Maybe it will be safer to ask for translations in a collocation: 
a - a perfect concert, a  perfect answer (_volmaakt_ would be ok, but _foutloos_ is probably more common in Dutch), to p*lay perfectly* (_foutloos_, without mistakes)
b - perfect happiness (_volmaakt geluk_) 
c - Bible: 'Wees volmaakt' [Mt 5, 48](undividedly good, is a recent translation)


----------



## rusita preciosa

Russian: *сoвеpшенный* [sovershennyi]: 
Some of the meanings of the prefix *c-/co-* are: togetherness; result.
The root -*веpш-* means complete / do / perform; it is related to the word *веpх *[verkh] (top/summit/up).


----------



## jazyk

In Portuguese: perfeito.


----------



## SDLX Master

In Spanish, *Perfecto.*


----------



## ThomasK

jazyk said:


> In Portuguese: perfeito.


 
No synonyms, Jazyk, for a person who is perfect, for perfect happiness, for work that is perfect ?


----------



## ThomasK

rusita preciosa said:


> Russian: *сoвеpшенный* [sovershennyi]:
> Some of the meanings of the prefix *c-/co-* are: togetherness; result.
> The root -*веpш-* means complete / do / perform; it is related to the word *веpх *[verkh] (top/summit/up).


 
Interesting, but can a person be _sovershennyi_ ?


----------



## rusita preciosa

ThomasK said:


> Interesting, but can a person be _sovershennyi_ ?

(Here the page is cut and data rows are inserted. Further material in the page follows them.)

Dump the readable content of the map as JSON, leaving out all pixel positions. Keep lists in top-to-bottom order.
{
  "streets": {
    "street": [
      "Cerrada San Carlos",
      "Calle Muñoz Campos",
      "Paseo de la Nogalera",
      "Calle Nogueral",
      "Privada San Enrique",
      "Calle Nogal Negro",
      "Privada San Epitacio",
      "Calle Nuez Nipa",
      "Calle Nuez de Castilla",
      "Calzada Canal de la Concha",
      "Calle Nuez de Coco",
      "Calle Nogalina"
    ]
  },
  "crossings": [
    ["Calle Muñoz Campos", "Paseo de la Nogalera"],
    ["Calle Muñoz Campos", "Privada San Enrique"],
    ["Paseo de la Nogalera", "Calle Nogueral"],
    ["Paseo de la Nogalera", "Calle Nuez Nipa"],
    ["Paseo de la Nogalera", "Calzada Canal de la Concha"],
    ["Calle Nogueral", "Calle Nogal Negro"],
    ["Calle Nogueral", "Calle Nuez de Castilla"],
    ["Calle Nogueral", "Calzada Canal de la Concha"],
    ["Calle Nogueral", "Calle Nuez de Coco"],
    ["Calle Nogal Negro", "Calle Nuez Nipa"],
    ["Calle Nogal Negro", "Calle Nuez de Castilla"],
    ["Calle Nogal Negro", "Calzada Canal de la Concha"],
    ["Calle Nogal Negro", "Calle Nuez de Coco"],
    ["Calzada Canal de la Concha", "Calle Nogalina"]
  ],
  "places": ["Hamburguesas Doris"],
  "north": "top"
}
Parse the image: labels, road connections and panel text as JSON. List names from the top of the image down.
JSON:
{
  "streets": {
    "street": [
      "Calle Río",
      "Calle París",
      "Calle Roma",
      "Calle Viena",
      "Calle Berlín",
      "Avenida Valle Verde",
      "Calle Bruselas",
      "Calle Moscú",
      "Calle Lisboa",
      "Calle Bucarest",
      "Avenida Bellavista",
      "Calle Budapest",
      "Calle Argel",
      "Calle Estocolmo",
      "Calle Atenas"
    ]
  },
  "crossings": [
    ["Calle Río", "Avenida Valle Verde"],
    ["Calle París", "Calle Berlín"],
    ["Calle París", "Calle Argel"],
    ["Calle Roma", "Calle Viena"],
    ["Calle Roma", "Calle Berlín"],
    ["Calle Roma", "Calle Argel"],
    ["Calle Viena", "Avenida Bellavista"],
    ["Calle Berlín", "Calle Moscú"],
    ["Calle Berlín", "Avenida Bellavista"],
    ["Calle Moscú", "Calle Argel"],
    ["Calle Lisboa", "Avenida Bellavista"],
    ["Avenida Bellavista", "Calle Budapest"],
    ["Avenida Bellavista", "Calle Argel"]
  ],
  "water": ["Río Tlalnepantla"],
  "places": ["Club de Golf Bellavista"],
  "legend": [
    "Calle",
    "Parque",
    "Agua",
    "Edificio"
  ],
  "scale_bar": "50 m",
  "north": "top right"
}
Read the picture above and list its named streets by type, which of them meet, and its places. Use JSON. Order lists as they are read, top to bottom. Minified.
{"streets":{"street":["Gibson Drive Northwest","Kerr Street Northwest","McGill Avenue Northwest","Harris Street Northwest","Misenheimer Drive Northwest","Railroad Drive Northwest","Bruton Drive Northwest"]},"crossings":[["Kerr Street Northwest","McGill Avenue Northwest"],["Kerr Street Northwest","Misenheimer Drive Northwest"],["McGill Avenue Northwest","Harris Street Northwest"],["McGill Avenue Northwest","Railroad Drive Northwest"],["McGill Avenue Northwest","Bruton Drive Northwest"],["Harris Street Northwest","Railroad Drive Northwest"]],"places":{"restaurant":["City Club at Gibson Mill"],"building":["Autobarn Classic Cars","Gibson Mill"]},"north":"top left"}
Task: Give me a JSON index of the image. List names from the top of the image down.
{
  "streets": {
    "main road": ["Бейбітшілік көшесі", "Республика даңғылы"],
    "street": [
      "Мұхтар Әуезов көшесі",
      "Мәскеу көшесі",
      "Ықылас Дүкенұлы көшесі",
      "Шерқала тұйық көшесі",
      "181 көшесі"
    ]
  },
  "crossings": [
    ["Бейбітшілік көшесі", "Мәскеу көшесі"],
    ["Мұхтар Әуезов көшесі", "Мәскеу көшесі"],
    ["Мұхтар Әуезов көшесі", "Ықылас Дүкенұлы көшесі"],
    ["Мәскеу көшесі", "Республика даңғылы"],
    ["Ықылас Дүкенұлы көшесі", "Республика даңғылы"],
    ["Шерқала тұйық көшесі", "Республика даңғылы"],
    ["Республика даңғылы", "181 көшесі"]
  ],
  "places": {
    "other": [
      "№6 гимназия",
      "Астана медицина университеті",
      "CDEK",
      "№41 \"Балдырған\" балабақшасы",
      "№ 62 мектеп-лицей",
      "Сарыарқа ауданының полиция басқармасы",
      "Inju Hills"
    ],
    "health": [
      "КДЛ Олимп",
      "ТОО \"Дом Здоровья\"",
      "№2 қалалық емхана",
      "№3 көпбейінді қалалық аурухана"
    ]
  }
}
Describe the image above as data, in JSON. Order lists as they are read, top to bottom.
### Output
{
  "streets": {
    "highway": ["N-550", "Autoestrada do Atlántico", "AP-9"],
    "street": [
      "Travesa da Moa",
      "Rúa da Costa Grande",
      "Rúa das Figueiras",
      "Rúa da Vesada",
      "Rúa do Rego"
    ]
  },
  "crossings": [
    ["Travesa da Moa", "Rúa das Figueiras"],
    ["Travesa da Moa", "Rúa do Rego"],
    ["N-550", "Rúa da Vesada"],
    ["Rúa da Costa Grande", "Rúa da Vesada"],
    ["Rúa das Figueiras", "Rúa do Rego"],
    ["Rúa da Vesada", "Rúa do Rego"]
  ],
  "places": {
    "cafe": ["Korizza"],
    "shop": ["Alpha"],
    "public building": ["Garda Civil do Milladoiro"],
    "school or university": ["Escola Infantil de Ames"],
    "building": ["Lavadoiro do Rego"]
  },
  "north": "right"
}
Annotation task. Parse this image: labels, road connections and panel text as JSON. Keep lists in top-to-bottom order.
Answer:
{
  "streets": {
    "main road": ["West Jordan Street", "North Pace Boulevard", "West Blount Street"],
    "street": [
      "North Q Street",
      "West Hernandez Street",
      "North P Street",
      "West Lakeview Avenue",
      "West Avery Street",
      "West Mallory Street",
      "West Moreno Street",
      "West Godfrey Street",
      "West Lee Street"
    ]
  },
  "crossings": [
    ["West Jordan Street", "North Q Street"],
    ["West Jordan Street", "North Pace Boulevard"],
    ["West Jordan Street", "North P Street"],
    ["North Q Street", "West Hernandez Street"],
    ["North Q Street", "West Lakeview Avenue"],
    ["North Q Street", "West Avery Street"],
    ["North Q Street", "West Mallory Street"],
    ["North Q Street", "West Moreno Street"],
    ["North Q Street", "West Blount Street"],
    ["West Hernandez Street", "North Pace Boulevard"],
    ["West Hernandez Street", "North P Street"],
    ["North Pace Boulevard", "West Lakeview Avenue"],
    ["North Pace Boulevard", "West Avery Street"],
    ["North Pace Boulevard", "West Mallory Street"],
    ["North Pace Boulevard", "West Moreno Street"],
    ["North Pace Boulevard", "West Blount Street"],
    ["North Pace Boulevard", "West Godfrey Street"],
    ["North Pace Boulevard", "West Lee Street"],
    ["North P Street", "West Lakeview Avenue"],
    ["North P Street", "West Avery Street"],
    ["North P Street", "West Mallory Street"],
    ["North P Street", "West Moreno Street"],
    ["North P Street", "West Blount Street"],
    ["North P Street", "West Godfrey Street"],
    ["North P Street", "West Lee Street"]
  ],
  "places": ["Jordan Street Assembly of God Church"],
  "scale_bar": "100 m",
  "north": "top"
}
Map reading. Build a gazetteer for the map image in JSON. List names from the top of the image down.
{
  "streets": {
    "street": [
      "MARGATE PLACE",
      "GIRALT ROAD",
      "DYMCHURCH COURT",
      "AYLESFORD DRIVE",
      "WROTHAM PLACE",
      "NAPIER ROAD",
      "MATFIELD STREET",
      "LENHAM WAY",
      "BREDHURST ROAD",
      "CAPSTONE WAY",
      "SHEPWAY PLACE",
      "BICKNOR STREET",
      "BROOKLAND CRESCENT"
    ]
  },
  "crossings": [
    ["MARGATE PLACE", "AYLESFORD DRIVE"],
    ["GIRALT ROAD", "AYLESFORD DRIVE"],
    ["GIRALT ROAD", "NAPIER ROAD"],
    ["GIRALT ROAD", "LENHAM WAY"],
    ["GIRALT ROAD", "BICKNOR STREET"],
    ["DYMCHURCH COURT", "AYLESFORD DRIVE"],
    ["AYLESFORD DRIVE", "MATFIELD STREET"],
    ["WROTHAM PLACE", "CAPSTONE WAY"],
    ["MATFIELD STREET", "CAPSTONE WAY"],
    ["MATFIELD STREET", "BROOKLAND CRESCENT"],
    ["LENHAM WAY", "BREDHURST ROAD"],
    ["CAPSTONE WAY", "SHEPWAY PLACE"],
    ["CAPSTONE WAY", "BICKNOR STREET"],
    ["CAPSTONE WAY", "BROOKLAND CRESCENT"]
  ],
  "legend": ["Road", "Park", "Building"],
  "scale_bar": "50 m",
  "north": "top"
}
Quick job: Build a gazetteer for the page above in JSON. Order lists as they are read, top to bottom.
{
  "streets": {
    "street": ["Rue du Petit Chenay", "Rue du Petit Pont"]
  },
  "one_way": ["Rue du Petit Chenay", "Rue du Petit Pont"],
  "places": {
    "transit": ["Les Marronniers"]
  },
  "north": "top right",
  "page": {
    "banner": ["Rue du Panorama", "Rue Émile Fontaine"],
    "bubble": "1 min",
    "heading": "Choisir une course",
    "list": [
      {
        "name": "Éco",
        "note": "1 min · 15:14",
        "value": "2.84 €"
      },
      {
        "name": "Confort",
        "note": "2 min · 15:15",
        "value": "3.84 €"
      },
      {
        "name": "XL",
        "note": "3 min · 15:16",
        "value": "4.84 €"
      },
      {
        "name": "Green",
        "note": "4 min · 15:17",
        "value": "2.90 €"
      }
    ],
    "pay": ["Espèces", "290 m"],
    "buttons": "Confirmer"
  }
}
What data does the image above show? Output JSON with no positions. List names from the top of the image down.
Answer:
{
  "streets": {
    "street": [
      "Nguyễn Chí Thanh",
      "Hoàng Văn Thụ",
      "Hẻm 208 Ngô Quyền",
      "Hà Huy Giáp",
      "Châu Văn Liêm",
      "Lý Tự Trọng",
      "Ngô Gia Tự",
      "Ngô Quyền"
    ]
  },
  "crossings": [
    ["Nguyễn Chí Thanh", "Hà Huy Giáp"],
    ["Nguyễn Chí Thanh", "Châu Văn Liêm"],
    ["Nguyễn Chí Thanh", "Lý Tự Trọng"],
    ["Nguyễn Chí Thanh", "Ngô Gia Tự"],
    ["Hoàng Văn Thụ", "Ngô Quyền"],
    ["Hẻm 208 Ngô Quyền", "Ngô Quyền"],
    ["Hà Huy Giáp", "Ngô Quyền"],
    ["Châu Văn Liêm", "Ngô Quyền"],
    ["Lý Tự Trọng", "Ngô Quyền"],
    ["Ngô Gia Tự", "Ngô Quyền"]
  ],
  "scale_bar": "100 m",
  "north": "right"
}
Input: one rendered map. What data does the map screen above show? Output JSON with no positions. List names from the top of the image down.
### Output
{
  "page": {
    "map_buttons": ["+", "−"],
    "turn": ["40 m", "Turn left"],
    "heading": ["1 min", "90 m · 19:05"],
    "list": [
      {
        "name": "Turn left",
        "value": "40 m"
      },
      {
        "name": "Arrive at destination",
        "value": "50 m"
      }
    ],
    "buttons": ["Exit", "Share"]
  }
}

Theoretically, yes, however, I struggle to think of an instance when they would say сoвеpшенный (perfect) about a person.

There is an established saying though: *он/она caмо сoвеpшенcтво* [on/ona samo sovershenstvo] - he/she is perfection itself (perfection incarnate). It is very widely used.

EDIT: Come to think of it, the Russian word *сoвеpшенный* has much narrower meaning than the English word *perfect*. It means literally "perfect/falwless/complete". We do not use it in expressions like:
This job is perfect for me
Oh you are here? Perfect!
I have a perfectly good reason to say "no" to him
In these cases we would use the equivalents of good/great/wonderful.


----------



## federicoft

In Italian: *perfetto*.
There are some words that may overlap in meaning, depending on context, but I can't think of a _perfect_ synonymous. As most words describing abstract concepts, they are derived from Latin: _totale_, _assoluto_, _completo_.


----------



## ThomasK

federicoft said:


> In Italian: *perfetto*.
> There are some words that may overlap in meaning, depending on context, but I can't think of a _perfect_ synonymous. As most words describing abstract concepts, they are derived from Latin: _totale_, _assoluto_, _completo_.


 
How about the word in the above contexts(a/b), Federico ?


----------



## federicoft

Sorry, I need to learn to read the whole thread before responding. As regards _a_, you would say something along the lines of excellent, superb etc. (_eccellente, eccelso, superbo, splendido, sublime, magnifico, esemplare_...). For _b _probably "_completa felicità_" or "_felicità assoluta_" would be the most likely translation. You can say "_completo_" or "_totale_" to translate "_perfetto_" when used ironically (e.g. "_un completo/perfetto idiota_").


----------



## ThomasK

Interesting to read you mention those words as synonyms for _perfect_, I had not thought of those very common/ subjective ones, like _*superb, splendid,*_ which refer to the effect on us, I think, and had been focused on this idea of *per-fection (done till it is complete*, I think, would be a bad wording of the etymology). Or ... ?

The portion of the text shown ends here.